An embedding is similar to a lookup table, where you provide indices as the input and get dense tensors (defined via embedding_dim) as the output.

Could you explain a bit, how your embedding sizes differ?

The input shape is flexible as seen here:


nb_words = 10
emb_dim = 100

emb = nn.Embedding(nb_words, emb_dim)

x = torch.randint(0, nb_words, (10,))
output = emb(x)
print(output.shape)
> torch.Size([10, 100])

x = torch.randint(0, nb_words, (10, 2))
output = emb(x)
print(output.shape)
> torch.Size([10, 2, 100])

x = torch.randint(0, nb_words, (10, 2, 3))
output = emb(x)
print(output.shape)
> torch.Size([10, 2, 3, 100])

Do you want to add new (unknown) word indices to the embedding matrix?

Jordan_Howell · January 7, 2020, 2:30pm

I have the training data, testing data and validation data separate. My training/test data embedding sizes are:

[(8, 4), (21, 11), (3, 2), (48, 24), (5, 3), (9, 5), (5, 3), (21, 11), (10, 5)]
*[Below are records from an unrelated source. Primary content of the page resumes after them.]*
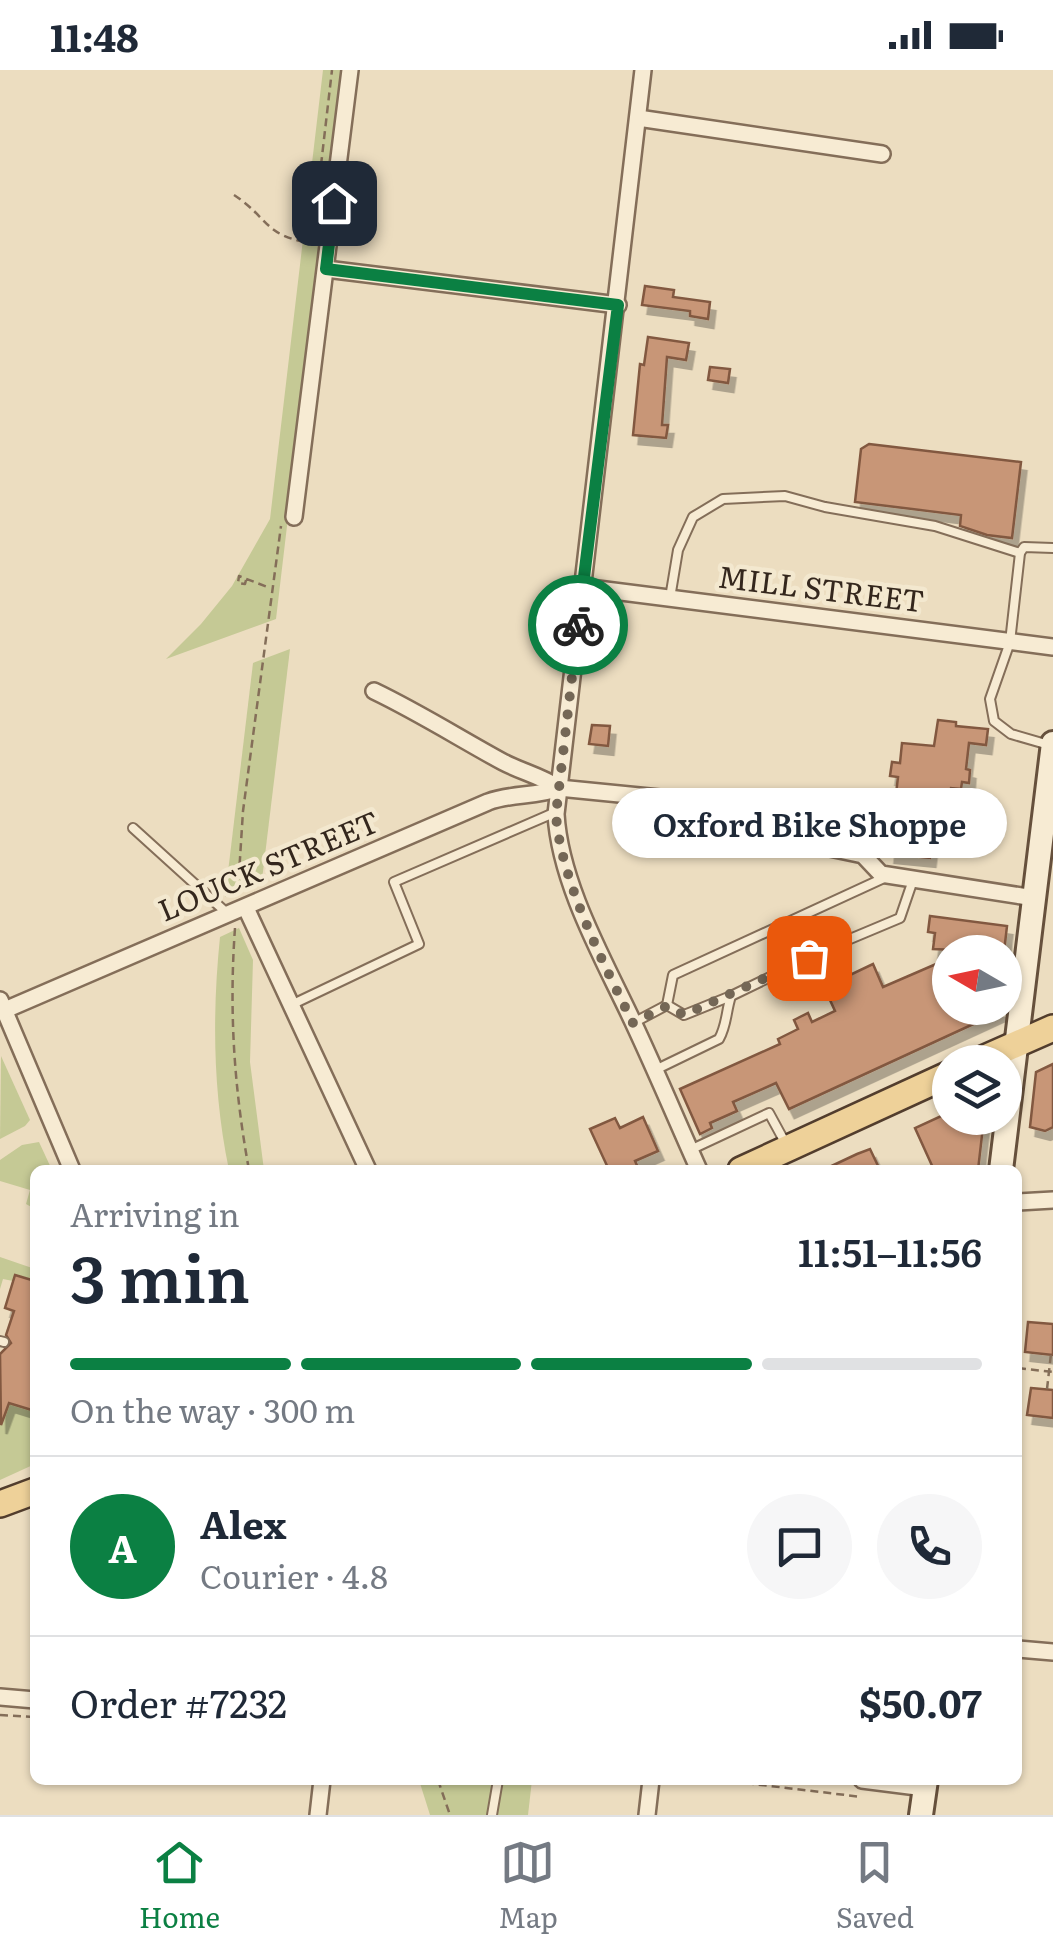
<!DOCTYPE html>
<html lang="en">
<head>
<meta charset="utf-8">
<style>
  :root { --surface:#fff; --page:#f6f6f7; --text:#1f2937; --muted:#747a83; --line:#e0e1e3; --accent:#0b8043 }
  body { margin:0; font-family:Literata,serif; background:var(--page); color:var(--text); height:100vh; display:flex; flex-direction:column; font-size:38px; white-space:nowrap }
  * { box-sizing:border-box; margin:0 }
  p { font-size:32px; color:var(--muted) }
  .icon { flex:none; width:55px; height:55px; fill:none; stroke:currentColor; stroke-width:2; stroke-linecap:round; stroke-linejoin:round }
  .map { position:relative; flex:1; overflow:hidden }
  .side { position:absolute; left:30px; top:1095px; width:992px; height:620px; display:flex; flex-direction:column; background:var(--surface); border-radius:15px; box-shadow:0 2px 8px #0004 }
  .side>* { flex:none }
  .needle { width:65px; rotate:279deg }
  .buttons { position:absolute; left:932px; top:865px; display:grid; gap:20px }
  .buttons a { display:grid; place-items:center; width:90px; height:90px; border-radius:50%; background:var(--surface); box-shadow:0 2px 8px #0004; font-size:50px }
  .pin { position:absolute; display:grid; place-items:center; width:85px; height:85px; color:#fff; margin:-42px; border-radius:20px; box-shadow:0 5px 15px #0006 }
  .courier { position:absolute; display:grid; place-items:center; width:100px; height:100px; margin:-50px; border:8px solid #0b8043; border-radius:50%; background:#fff; color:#222; box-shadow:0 2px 12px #0007 }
  .bubble { position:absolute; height:70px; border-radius:35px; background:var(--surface); box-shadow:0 2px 8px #0004; font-size:32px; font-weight:600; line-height:70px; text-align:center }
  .summary em { font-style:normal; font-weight:600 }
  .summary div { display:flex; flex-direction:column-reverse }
  .summary { display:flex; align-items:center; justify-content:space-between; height:170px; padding:0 40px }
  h1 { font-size:65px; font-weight:600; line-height:75px }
  .bar { display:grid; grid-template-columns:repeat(4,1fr); gap:15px 10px; align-content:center; height:120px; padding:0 40px }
  .bar i { height:12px; border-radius:8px; background:var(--line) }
  .bar .selected { background:var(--accent) }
  .bar p { grid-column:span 4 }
  .line { display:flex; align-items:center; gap:25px; padding:0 40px; border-top:2px solid var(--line) }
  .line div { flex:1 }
  .round { display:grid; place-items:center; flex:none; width:105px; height:105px; border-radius:52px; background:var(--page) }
  .status { display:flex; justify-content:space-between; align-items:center; height:70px; padding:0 50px; background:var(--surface); direction:ltr }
  .status svg { height:28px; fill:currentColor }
  .menu { display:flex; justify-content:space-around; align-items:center; height:140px; border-top:2px solid var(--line); background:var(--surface); font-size:28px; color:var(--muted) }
  .menu a { display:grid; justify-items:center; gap:5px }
  .menu .selected { color:var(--accent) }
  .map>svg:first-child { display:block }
</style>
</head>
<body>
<div class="status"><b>11:48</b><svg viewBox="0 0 49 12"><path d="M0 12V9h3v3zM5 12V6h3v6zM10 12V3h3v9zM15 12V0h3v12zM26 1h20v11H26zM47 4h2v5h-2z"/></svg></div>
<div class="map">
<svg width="1053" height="1745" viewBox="0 0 1053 1745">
  <defs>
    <filter id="shadow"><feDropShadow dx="5.5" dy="9" stdDeviation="0" flood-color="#0004"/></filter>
  </defs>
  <rect width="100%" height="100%" fill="#ecddc0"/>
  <g fill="#c5c995">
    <path d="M 323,0 L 341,0 L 276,549 L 166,589 L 201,554 L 232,516 L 270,449 Z"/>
    <path d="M 290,579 L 262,810 L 225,827 L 253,593 Z"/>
    <path d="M 239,858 L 253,890 L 250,992 L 264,1100 L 229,1100 C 213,1023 212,945 220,867 Z"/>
    <path d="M 1,986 L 30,1050 L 25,1056 L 0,1069 Z"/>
    <path d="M 39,1072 L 52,1100 L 35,1100 L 35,1139 L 26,1134 L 30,1120 L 0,1111 L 0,1090 L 22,1075 Z"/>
    <path d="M 0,1187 L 35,1199 L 35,1211 L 16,1205 L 13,1211 L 3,1209 L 0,1219 Z"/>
    <path d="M 9,1333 L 35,1341 L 35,1394 L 0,1410 L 0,1342 L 4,1343 Z"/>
    <path d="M 419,1710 L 532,1710 L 528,1745 L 430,1745 Z"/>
  </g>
  <g fill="#c89677" stroke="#825840" stroke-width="2.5" filter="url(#shadow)">
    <path d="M 645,216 L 674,220 L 673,227 L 710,232 L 708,249 L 690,246 L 690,241 L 642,235 Z"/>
    <path d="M 648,267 L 689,273 L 686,290 L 667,287 L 662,355 L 668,355 L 666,368 L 633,365 L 640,294 L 644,295 Z"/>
    <path d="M 710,297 L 730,299 L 728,313 L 708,310 Z"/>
    <path d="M 869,374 L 1021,392 L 1012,468 L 987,465 L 960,456 L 961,445 L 855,432 L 861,379 Z"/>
    <path d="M 938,650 L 956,652 L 956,656 L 988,659 L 986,675 L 969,673 L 966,699 L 970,700 L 969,713 L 962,712 L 961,719 L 951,718 L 948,740 L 936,739 L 930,788 L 889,784 L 898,707 L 890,706 L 892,692 L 900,693 L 902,673 L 934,676 Z"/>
    <path d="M 592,655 L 610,656 L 608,676 L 589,674 Z"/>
    <path d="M 930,846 L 1007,856 L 1004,882 L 933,879 L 935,863 L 928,862 Z"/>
    <path d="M 950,888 L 950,938 L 1006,939 L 789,1039 L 776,1013 L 733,1032 L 737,1041 L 710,1053 L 712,1058 L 700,1064 L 680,1019 L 780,974 L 778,969 L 798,959 L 794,950 L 808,943 L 812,952 L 835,941 L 819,906 L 845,894 L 850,905 L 873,894 L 883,917 Z"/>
    <path d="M 1053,994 L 1053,1057 L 1045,1061 L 1030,1057 L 1036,1002 Z"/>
    <path d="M 950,1042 L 950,1048 L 984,1048 L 978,1100 L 934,1100 L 915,1058 Z"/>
    <path d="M 643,1047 L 658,1081 L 635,1091 L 639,1100 L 609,1100 L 590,1059 L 615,1048 L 620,1058 Z"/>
    <path d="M 870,1079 L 880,1100 L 823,1100 L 857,1084 Z"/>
    <path d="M 15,1205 L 35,1211 L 35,1341 L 9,1333 L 1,1355 L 0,1284 L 11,1273 L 6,1265 L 14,1241 L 5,1238 Z"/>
    <path d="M 1028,1252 L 1053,1254 L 1053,1285 L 1025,1282 Z"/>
    <path d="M 1031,1318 L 1053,1320 L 1053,1348 L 1027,1345 Z"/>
  </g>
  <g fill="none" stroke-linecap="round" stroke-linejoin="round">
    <defs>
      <g id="lane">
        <path d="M 670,528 L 678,480 L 693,447 L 723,429 L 785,426 L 825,437 L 935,456 L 1020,483"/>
        <path d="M 1049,675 L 1011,664 L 994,651 L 990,629 L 1010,572 L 1020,483 L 1024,477 L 1053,478"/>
        <path d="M 133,758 L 229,845"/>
        <path d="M 291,935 L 419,874 L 394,812 L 556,742"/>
        <path d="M 667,935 L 673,905 L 886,807"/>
        <path d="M 633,953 L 667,935 L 684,945 L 731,926"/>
        <path d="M 653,1001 L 719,969 C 727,955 726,941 731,926 L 838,874 L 900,848 L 913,810"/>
        <path d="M 690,1080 L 769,1043 L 787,1076"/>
        <path d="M 0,1271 L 4,1272"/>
        <path d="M 492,1745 L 498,1710"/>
      </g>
      <g id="street">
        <path d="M 643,0 L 556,744 C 560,814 604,890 633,952 C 656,1001 677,1051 699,1100"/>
        <path d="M 638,48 L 882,84"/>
        <path d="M 326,199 L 618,235"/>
        <path d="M 294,447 L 350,0"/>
        <path d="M 582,517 L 1053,577"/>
        <path d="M 374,621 C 418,642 459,668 503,692 C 522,702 541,706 559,718"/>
        <path d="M 246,838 L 368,1100"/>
        <path d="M 0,930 L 72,1100"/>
        <path d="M 5,940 L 488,732 C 511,723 536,727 559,718 L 710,733 L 777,767 L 863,785 L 881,804 L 1034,828"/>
        <path d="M 1018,1132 L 1053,1130"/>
        <path d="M 1018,1579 L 1053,1582"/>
        <path d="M 0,1627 L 35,1630"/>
        <path d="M 862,1710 L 925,1718"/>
        <path d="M 318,1745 L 322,1710"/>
        <path d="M 647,1745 L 651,1710"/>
      </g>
      <g id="secondary">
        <path d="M 1001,1100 L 1053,673"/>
        <path d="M 921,1745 L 926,1710"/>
      </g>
      <g id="primary">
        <path d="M 976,992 L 1053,958"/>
        <path d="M 741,1100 L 950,1004"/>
        <path d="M 0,1434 L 35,1421"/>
      </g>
    </defs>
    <use href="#lane" stroke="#846e59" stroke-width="12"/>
    <use href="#street" stroke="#846e59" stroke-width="20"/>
    <use href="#secondary" stroke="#66503c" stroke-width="28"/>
    <use href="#primary" stroke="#523d2d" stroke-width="30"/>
    <g stroke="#846e59" stroke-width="2.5" stroke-dasharray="8 5" stroke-linecap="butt">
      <path d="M 321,95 L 332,0"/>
      <path d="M 234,125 C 269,148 264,166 311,173"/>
      <path d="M 246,510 L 245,514 L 238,513 L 239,506 L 270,518"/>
      <path d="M 238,820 L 243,741 L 281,456"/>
      <path d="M 235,858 C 229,941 234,1018 249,1100"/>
      <path d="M 1018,1298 L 1053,1302"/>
      <path d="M 1047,1319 L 1051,1284"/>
      <path d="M 0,1645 L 35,1647"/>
      <path d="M 438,1710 L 450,1745"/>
      <path d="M 720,1710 L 862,1727"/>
    </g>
    <use href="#lane" stroke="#f7ebd3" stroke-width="8"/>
    <use href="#street" stroke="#f7ebd3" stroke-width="15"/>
    <use href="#secondary" stroke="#f7ebd3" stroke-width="22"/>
    <use href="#primary" stroke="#eed199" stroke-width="25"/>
  </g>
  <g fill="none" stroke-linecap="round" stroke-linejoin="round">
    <path stroke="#746756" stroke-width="10" stroke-dasharray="0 18" d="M 578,555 L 556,744 C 560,809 604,895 633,953 L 667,936 L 684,945 L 809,888"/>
    <path stroke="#0b8043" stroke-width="12" d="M 334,133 L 326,199 L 618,235 L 578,555"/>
  </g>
  <g text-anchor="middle" stroke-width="9" stroke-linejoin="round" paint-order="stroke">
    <g font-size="30" fill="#34271d" stroke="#f3e8cf">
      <text transform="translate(821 520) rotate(7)" y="10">MILL STREET</text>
      <text transform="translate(269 797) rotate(-23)" y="10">LOUCK STREET</text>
    </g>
  </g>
</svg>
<div class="buttons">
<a><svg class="needle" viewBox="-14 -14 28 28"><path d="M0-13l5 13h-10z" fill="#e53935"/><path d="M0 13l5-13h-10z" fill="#747a83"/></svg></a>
<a><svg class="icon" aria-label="layers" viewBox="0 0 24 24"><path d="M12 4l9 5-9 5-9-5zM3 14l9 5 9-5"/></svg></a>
</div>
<div class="pin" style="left:809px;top:888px;background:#ea580c"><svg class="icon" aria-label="bag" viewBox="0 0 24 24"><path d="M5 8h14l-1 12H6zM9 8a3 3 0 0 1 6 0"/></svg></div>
<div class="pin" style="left:334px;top:133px;background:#1f2937"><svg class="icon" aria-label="home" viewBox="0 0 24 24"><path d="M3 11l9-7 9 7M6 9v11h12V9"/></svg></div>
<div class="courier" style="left:578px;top:555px"><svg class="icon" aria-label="bike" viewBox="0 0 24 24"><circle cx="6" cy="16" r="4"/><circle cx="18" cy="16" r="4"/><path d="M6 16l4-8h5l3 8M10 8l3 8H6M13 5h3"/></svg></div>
<div class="bubble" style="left:612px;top:718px;width:395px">Oxford Bike Shoppe</div>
<section class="side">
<div class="summary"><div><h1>3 min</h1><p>Arriving in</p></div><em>11:51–11:56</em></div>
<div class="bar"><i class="selected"></i><i class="selected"></i><i class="selected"></i><i></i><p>On the way · 300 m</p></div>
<div class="line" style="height:180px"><b class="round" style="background:var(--accent);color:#fff">A</b><div><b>Alex</b><p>Courier · 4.8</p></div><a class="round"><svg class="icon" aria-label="chat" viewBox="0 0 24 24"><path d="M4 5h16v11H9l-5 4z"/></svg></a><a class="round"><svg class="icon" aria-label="phone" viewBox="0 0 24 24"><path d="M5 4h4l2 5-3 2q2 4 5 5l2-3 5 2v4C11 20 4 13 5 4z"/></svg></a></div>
<div class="line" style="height:130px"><div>Order #7232</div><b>$50.07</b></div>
</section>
</div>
<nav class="menu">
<a class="selected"><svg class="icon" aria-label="home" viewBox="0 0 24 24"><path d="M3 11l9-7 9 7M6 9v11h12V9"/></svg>Home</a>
<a><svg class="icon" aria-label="map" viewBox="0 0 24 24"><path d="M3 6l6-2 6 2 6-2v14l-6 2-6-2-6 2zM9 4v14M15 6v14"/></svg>Map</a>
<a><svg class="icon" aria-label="saved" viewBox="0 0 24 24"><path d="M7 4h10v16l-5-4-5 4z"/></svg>Saved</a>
</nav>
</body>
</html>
My validation embedding sizes are:

[(8, 4), (24, 12), (3, 2), (48, 24), (4, 2), (8, 4), (4, 2), (21, 11), (10, 5)]

One of those sizes represent states out of the US. If I were to add a state I don’t currently have, wouldn’t this error out the model due to the difference in embedding sizes? How would I solve for that type of problem set?

ptrblck · January 9, 2020, 9:22am

I assume the new state would have a new index?
If so, it’s not easy to answer, as it would be comparable to an increased feature space for a linear layer.
The weight matrix does not contain valid parameters for this index yet, so you could e.g. extend the weight parameter and initialize the new parameters randomly.

We had similar discussions in this forum about adding new feature dimensions to a linear or conv layer and I’m not sure, what the best approach was (initializing the new parameters randomly or copying from existing parameters).

Jordan_Howell · January 10, 2020, 5:48pm

Sounds like a “user design” question for the team then. Thank you for all the help.